The tit-for-tat exchanges have echoed across the verdant hills of the Upper Galilee region.

Below the UN-patrolled border, where a wall snakes along a ridge, camouflaged Israeli soldiers sit among the vegetation or rest in tents set up next to the road.

In his first speech since the start of the Israel-Hamas war, Hezbollah chief Hassan Nasrallah warned last week that “all options” are on the table and that the chance of open conflict was “realistic.”

Israeli Prime Minister Benjamin Netanyahu said Tuesday Hezbollah would be making “the mistake of its life” if it joined the war.

And on Tuesday, Israel said it had responded to another rocket attack from Lebanon with a renewed aerial bombardment.
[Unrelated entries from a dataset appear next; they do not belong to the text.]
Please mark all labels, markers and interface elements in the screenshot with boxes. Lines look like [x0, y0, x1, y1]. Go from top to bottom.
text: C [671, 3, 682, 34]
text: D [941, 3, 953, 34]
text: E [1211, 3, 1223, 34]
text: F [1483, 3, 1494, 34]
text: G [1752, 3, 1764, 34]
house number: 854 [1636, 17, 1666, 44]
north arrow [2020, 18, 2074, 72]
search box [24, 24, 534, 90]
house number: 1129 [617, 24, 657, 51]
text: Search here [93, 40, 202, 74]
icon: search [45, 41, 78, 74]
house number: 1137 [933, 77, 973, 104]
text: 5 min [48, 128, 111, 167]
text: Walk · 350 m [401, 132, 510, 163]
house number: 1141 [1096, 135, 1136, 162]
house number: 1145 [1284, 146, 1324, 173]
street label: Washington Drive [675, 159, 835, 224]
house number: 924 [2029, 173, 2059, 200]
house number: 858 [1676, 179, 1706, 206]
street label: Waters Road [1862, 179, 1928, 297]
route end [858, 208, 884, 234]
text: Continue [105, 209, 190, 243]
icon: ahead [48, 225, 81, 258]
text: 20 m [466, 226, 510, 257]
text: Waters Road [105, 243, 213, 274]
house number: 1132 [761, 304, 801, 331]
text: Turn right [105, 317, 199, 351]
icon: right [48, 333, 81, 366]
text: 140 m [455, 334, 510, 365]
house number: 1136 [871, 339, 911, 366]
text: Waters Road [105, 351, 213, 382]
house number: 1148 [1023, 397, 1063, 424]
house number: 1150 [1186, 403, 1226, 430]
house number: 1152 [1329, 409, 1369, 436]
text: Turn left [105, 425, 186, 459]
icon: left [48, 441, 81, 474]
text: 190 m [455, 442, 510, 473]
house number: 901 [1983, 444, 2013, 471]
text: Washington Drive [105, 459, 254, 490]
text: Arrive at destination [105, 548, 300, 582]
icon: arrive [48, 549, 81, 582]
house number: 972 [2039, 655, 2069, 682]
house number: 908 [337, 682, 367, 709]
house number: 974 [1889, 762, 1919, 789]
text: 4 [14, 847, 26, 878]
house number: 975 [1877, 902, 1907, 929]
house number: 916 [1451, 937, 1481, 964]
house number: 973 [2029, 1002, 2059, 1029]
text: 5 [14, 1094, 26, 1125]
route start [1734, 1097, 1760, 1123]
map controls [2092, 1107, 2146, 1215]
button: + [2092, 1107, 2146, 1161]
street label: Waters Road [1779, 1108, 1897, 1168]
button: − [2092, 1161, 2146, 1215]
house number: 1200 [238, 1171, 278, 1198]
The exchanges have killed more than 80 people on the Lebanese side of the border and eight inside Israel.

Among the dead in Lebanon are more than 60 combatants from Hezbollah and 11 civilians, according to an AFP count. In Israel, six soldiers and two civilians have been killed, according to officials.

Despite the dull thud of artillery and the sight of warplanes a regular reminder of the danger, Yakov Levi said he was “not scared.”

The hotel where the 26-year-old works in the historic town of Safed was made to close its doors, leaving Levi to “sit all day.”

“This area is very explosive,” said Naor Shimoni, a 38-year-old musician from the village of Safsufa, who had come by motorcycle to a scenic viewpoint in the hills.

If the situation gets worse, said the father-of-five, “maybe I’m going to take my wife and my kids to some place more safe, but I’m going to stay here and protect my village.”

“No place in Israel is going to be safe” if there is a “real war” with Hezbollah, said Yitzchak Lalush, who has also decided to stay.

The stakes are high on Israel’s northern frontier, said the 40-year-old social worker.

“If they get here, they get Tel Aviv,” he said. “We need to stand (our) ground and fight.”